- What the task asks
Within the records that follow, find every line containing the string "space". Copy those lines.

[Dataset excerpts]
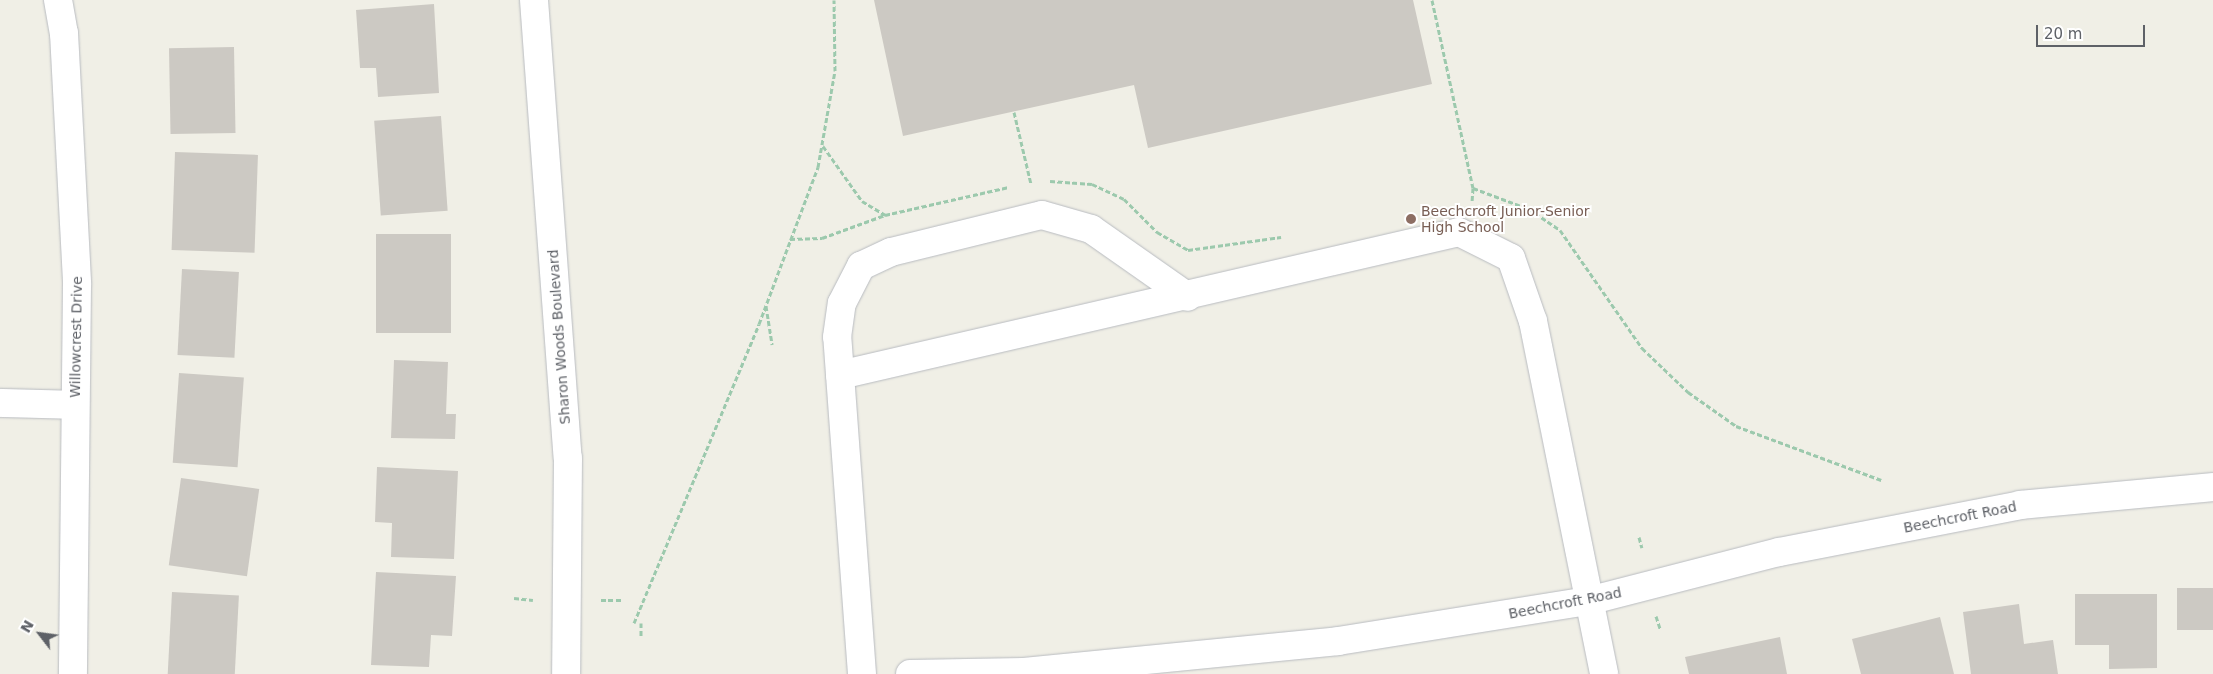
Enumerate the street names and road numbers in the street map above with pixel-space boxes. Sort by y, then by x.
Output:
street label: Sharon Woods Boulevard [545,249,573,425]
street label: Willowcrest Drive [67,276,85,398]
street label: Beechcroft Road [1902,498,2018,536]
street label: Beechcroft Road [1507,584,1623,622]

...

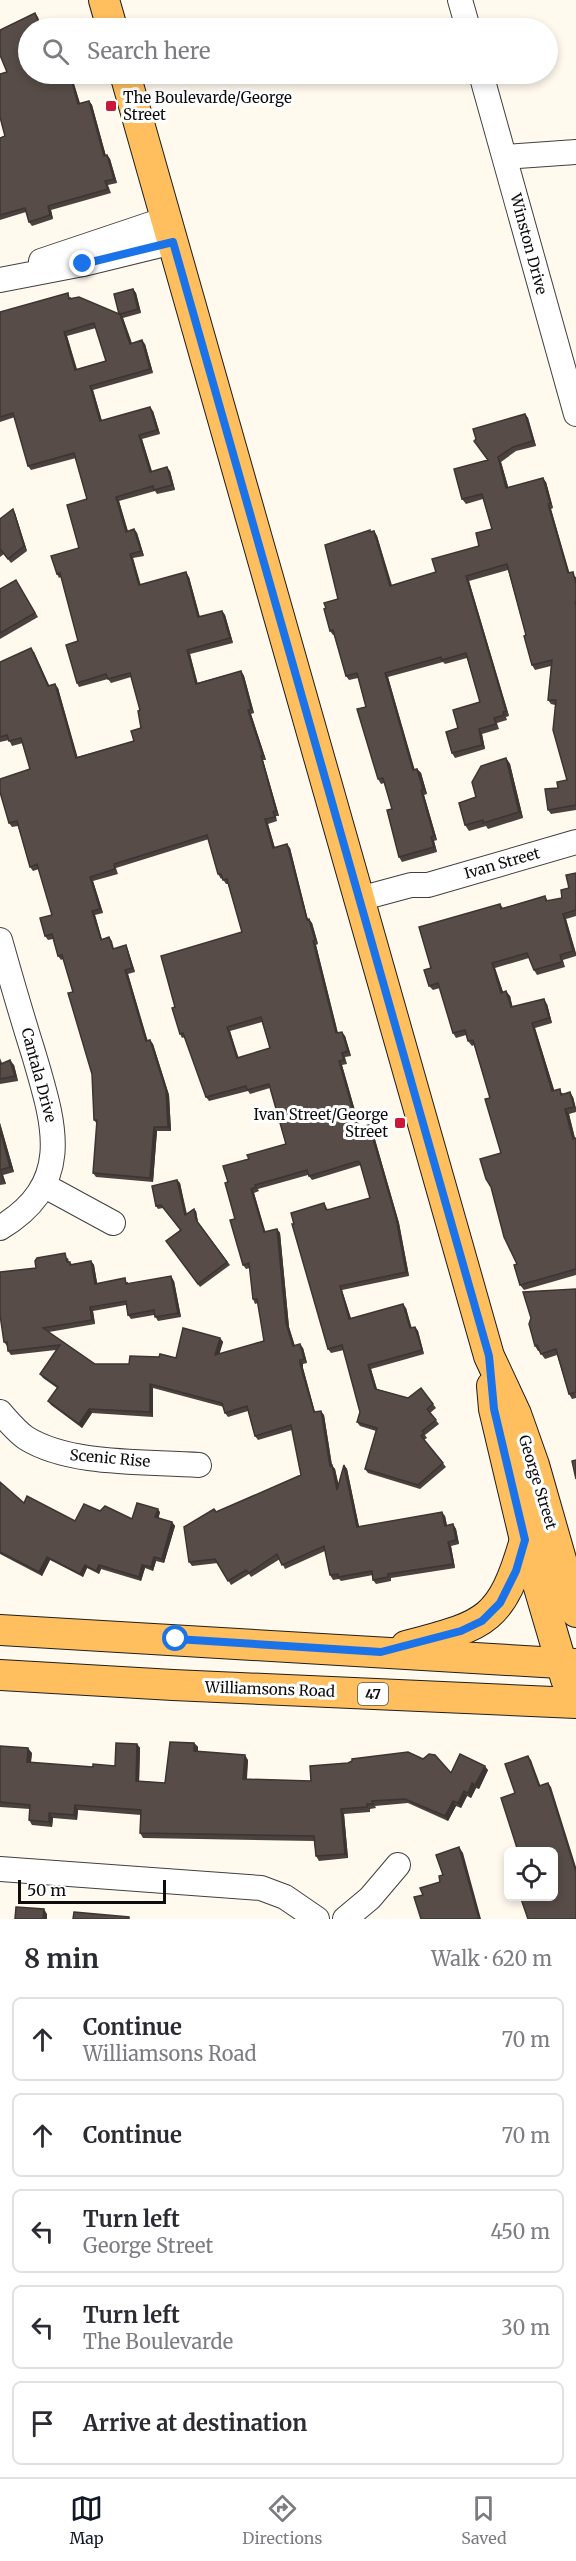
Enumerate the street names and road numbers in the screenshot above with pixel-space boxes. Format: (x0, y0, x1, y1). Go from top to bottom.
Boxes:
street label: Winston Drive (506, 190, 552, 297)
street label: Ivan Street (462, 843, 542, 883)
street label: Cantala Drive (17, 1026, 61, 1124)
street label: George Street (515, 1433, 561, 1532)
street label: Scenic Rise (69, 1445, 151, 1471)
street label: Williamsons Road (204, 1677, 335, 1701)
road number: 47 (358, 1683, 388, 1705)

- Task result
Enumerate the street names and road numbers in the street map above with pixel-space boxes. Sort by y, then by x.
Enumerate the street names and road numbers in the screenshot above with pixel-space boxes. Format: (x0, y0, x1, y1). Go from top to bottom.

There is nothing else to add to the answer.